SMC Troubadour’s production of Asuncion performed for an almost entirely sold out theatre at the Luella Massey Studio. Asuncion (pronounced Ah-sun-sea-on) is a powerful yet hilarious show about stereotypes, cultures, and society’s perceptions of specific ethnic identities.
The cast had phenomenal chemistry and remarkable comedic timing. Edgar (played by James Hyett) is a morally ambiguous character that at times you can sympathize with and at times detest. Regardless of moral compass, Hyett had the audience in the palm of his hand the entire time.
Asuncion (played by Maya Wong) is a Filipino woman who’s married to Stuart (played by Bennet Steinburg). After getting into some trouble, Stuart takes Asuncion to his brother Edgar’s house to hide her. Edgar, who comes across as rather ignorant, instantly concludes that Asuncion must be a prostitute or “sex slave” based on the fact that Stuart needs to hide her and that Asuncion is Filipino. Although Edgar initially opposes the idea of Asuncion staying with them, he’s ultimately overruled by Vinny (played by Kirk Munroe), and Asuncion stays with them until Stuart returns.
At times, the production can come across as mildly offensive. Yet it becomes clear throughout the play that this is ultimately the whole point of the production. Each character is meant to embody a stereotype that is designed to be offensive. The offensiveness, it seems, is supposed to be self-aware, and is supposed to prove a point.

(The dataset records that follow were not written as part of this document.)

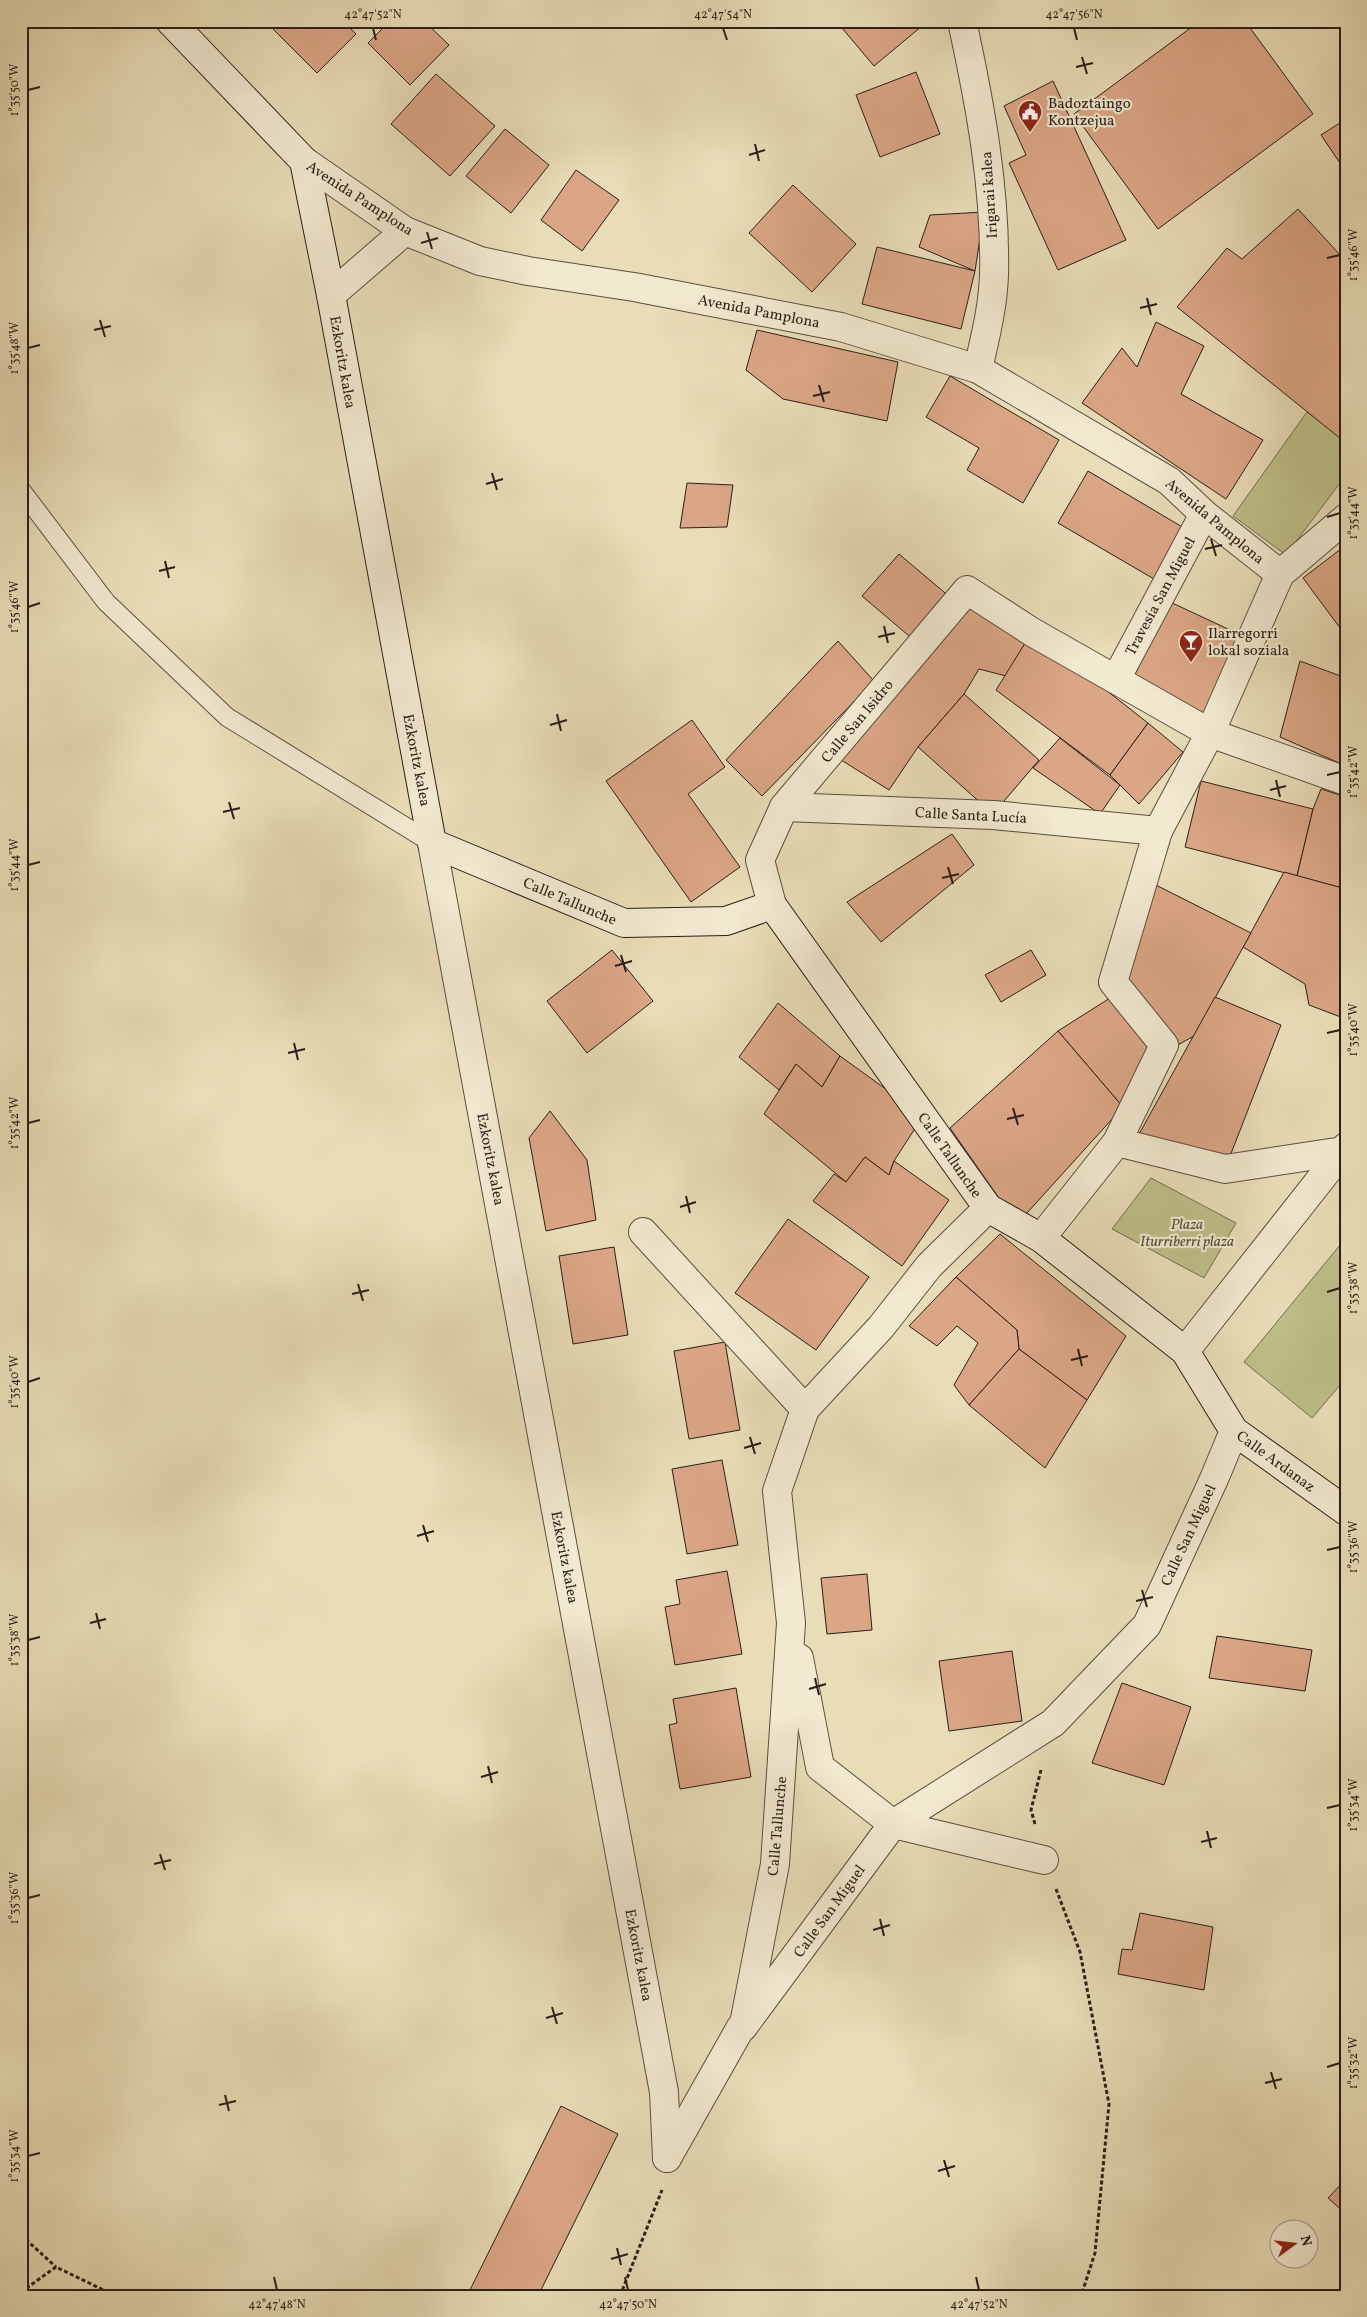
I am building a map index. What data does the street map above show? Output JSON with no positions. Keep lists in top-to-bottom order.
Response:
{
  "streets": {
    "street": [
      "Irigarai kalea",
      "Avenida Pamplona",
      "Ezkoritz kalea",
      "Travesía San Miguel",
      "Calle San Isidro",
      "Calle Santa Lucía",
      "Calle Tallunche",
      "Calle Ardanaz",
      "Calle San Miguel"
    ]
  },
  "crossings": [
    ["Irigarai kalea", "Avenida Pamplona"],
    ["Avenida Pamplona", "Ezkoritz kalea"],
    ["Avenida Pamplona", "Travesía San Miguel"],
    ["Ezkoritz kalea", "Calle Tallunche"],
    ["Ezkoritz kalea", "Calle San Miguel"],
    ["Travesía San Miguel", "Calle San Isidro"],
    ["Calle San Isidro", "Calle Santa Lucía"],
    ["Calle San Isidro", "Calle Tallunche"],
    ["Calle Tallunche", "Calle San Miguel"],
    ["Calle Ardanaz", "Calle San Miguel"]
  ],
  "parks": ["Plaza Iturriberri plaza"],
  "places": {
    "public building": ["Badoztaingo Kontzejua"],
    "bar": ["Ilarregorri lokal soziala"]
  },
  "north": "right",
  "coordinates": [
    "42°47'52\"N",
    "42°47'54\"N",
    "42°47'56\"N",
    "1°35'50\"W",
    "1°35'46\"W",
    "1°35'48\"W",
    "1°35'44\"W",
    "1°35'42\"W",
    "1°35'40\"W",
    "1°35'38\"W",
    "1°35'36\"W",
    "1°35'34\"W",
    "1°35'32\"W",
    "42°47'48\"N",
    "42°47'50\"N"
  ]
}
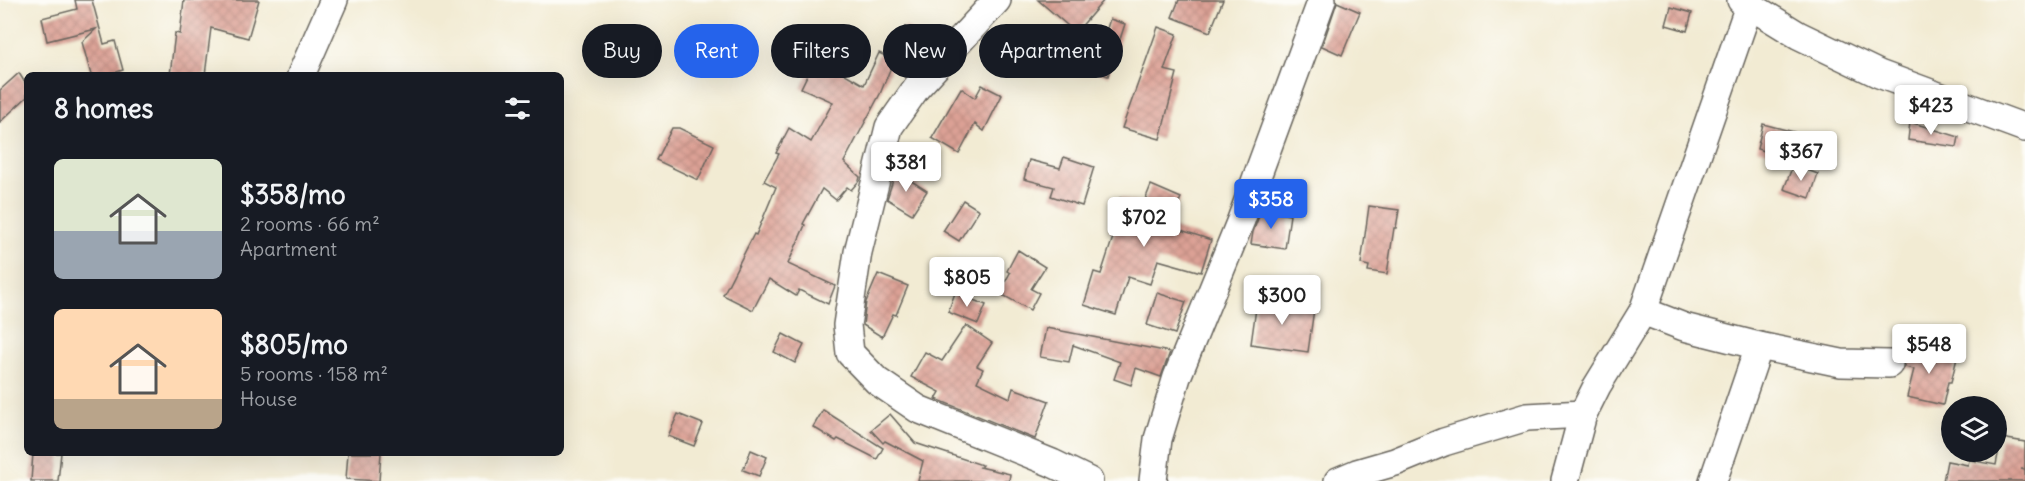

It intentionally draws on the flaws within our society and misconceptions we often create regarding others’ cultures and lifestyles.
One particularly interesting component of the production is the way that the venue is reconfigured to be situated where the audience would normally be seated. This particular method worked well for Asuncion, as it created a very naturalistic experience. The one problem with the set-up, however, is that the lighting booth that typically controls lights and sound for the show is facing the audience. This is very problematic for the people in the lighting booth, as they usually need to see the stage in order to receive their cues for lighting and sound effects.
In the first act, the writing falls short, leaving the audience questing where exactly the plot is going. Luckily, this is cleared up in the second act, and is compensated by the actors, whose performances can be credited more to their acting abilities than the writers’ abilities. Munroe’s duality, comedic timing, and stage presence is a joy to watch. There’s great chemistry between characters like Edgar and Vinny along with Vinny and Asuncion. Wong brought stage presence to her role and a strong sense of poise, charm, innocence, and stability.
Overall, the SMC Troubadours production of Asuncion is hilarious and heartfelt, brilliantly directed and cast, and leaves the audience reflecting on the powerful production they just had the pleasure of watching.